Jun 11, 2019 © Ulrich Theobald

Gechu yishi 革除逸史 "Remnant history of the elimination", also called Xunguoji 遜國記 "The abdication of the throne", is a history book written by the Ming-period 明 (1368-1644) master Zhu Mujie 朱睦㮮 (1518-1587), who was also author of the books Shengdian 聖典, Shoujingtu 授經圖 and Zhouyi jiyi 周易稽疑. His collected writings are called Pishang ji 陂上集.

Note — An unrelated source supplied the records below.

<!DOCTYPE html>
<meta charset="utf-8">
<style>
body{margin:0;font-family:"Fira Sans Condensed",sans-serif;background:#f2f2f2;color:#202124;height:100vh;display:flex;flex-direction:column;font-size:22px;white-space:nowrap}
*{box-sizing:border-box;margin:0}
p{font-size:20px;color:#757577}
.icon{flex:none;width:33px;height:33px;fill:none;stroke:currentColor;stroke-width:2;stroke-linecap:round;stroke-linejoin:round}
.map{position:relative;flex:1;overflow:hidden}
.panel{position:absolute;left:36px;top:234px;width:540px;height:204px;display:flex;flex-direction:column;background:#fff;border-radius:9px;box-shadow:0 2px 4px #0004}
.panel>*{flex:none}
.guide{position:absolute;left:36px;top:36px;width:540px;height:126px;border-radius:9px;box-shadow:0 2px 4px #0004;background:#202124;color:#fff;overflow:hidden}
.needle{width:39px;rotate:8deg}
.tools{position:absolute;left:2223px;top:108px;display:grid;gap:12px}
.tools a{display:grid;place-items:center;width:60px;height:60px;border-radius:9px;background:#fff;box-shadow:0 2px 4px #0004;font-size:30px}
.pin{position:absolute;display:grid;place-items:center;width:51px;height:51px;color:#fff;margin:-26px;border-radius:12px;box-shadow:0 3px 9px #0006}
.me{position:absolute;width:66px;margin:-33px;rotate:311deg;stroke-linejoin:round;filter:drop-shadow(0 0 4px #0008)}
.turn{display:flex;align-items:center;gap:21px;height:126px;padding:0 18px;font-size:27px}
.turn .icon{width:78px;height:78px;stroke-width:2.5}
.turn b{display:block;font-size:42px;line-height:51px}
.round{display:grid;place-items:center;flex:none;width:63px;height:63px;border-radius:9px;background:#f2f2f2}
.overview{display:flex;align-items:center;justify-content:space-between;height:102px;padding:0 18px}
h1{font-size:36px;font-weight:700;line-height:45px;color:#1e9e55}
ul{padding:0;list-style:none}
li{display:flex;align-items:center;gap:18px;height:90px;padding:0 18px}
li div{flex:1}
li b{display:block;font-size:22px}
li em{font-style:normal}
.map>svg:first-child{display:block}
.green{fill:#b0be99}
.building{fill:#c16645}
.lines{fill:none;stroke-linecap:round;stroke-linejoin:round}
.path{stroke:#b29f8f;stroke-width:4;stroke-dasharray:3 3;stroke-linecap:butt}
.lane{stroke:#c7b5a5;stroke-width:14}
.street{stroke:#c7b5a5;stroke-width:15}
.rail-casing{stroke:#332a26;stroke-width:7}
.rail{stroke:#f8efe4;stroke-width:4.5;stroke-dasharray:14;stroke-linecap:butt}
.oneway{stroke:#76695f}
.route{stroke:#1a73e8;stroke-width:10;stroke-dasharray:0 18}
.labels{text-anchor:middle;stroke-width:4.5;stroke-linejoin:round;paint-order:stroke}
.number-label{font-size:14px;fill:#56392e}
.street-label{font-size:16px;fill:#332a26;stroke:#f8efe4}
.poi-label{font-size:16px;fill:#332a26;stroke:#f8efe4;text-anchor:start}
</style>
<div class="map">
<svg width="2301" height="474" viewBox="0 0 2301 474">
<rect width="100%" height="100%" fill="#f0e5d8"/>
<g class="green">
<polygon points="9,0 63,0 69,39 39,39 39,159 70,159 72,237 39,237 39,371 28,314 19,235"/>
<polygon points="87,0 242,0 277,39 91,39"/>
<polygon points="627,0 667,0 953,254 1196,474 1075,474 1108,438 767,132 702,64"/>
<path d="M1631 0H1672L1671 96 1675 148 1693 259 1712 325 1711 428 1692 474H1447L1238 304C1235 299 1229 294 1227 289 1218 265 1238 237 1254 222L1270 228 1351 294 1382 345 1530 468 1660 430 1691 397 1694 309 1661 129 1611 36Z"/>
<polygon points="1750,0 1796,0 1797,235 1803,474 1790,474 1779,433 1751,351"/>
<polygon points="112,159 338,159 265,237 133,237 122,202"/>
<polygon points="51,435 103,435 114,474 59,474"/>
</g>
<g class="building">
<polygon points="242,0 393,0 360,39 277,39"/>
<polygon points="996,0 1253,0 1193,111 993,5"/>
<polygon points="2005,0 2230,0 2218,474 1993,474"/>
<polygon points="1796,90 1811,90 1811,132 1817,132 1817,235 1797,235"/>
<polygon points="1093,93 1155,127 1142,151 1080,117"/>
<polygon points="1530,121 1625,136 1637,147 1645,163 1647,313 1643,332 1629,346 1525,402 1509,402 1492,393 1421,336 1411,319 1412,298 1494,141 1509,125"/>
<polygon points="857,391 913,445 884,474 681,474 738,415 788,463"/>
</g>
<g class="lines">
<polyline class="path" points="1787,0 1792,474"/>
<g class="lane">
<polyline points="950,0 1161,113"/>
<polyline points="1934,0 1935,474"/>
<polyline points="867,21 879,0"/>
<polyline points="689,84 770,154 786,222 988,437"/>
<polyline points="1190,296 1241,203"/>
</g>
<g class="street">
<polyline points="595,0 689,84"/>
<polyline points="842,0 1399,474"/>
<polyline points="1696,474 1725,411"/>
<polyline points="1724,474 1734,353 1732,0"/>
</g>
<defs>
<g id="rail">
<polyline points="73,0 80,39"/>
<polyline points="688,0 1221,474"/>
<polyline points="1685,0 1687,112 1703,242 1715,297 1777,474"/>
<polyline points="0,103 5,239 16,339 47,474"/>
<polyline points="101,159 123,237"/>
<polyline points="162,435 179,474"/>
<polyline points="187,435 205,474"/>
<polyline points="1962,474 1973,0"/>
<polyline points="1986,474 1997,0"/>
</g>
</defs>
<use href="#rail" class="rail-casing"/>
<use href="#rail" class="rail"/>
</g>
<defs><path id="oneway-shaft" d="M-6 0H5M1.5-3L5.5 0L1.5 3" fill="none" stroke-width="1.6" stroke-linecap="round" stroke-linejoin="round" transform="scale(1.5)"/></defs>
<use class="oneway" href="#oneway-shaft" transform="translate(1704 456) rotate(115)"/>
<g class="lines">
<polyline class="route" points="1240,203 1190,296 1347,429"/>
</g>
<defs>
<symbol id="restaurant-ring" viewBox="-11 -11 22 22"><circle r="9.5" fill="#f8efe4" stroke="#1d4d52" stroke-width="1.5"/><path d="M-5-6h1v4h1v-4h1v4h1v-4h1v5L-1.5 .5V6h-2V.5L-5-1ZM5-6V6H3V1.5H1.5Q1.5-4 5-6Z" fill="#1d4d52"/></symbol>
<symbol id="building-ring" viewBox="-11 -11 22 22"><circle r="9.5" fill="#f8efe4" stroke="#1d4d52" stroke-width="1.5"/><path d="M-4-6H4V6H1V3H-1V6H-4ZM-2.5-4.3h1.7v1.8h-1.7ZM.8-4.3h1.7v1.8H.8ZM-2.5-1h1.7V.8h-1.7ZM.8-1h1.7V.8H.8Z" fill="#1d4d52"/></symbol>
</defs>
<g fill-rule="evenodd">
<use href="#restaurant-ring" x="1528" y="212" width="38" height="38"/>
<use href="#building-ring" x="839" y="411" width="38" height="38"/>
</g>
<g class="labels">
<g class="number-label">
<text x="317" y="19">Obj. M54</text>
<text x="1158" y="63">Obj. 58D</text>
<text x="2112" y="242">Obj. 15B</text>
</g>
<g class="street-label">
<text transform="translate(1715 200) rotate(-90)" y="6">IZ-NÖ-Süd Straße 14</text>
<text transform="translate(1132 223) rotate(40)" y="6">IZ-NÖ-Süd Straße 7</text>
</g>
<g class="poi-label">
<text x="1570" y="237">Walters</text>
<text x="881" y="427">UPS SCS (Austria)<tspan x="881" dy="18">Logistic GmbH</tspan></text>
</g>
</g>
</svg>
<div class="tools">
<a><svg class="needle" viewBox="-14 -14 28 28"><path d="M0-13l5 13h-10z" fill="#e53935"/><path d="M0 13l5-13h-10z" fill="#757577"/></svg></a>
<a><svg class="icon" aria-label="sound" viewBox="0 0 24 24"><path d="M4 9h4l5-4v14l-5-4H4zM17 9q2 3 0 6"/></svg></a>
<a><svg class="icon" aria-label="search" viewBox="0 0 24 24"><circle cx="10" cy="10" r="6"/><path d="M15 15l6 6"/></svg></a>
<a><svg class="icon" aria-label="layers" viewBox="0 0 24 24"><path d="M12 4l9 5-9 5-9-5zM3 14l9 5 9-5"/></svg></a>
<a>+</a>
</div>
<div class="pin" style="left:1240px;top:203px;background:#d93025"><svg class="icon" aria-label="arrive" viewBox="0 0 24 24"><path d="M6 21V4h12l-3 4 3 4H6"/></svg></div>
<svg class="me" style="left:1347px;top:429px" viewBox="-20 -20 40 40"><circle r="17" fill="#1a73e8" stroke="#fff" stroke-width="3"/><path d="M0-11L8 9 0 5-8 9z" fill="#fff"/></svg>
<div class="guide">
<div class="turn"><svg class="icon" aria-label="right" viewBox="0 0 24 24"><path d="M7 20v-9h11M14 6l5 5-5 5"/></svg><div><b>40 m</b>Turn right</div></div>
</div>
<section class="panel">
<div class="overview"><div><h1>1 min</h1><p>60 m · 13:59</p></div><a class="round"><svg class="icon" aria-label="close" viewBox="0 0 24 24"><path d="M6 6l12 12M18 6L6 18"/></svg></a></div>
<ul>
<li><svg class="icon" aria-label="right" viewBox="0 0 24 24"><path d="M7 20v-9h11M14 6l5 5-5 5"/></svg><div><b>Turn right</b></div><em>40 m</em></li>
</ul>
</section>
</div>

The 2-juan long book describes how Zhu Di 朱棣 (the eventual Emperor Chengzu 明成祖, r. 1402-1424), the Prince of Yan 燕, conquered the capital Nanjing 南京 and overthrew the Jianwen Emperor 建文帝 (r. 1398-1402). The term "elimination" (gechu 革除) refers to the abolishment of the reign motto Jianwen and the reintroduction of the motto Hongwu 洪武 (1368-1398/1403).

The book was prohibited for two decades and only rarely available. Only during the 1430s, documents from the Jianwen reign-period reappeared and allowed a discourse over the usurpation of the Yongle Emperor 永樂帝 (i.e. Chengzu) of the throne of his uncle. The adherents of the Jianwen Emperor having died for their sovereign were regarded as heroes or martyrs. Their loyalty was praised in writings like (Fengtian) Jingnanlu (奉天)靖難錄 (anonymous), Congwanglu 從亡錄 (? Congwang suibi 從亡隨筆 by Qian Shisheng 錢士升) or Zhishenlu 致身錄 by Shi Zhongbin 史仲彬, and also in a book called Gechulu 革除錄. The latter had the character of a novella intermixed with historical facts. Zhu Mujie revised the text on the base of official documents and produced a reliable history book on the events during the time. The book was finished in 1574. Its only shortcoming is the preservation of the legend that the Jianwen Emperor escaped, lived as a monk, and even found entrance into the imperial palace during the Zhengtong reign-period 正統 (1436-1449).

A Ming-period print and a manuscript version survive. The book is included in the series Siku quanshu 四庫全書, Zhihai 指海 and Zhongguo yeshi jicheng 中國野史集成.

Wu Feng 吳楓, ed. (1987). Jianming Zhongguo guji cidian 簡明中國古籍辭典 (Changchun: Jilin wenshi chubanshe), 601.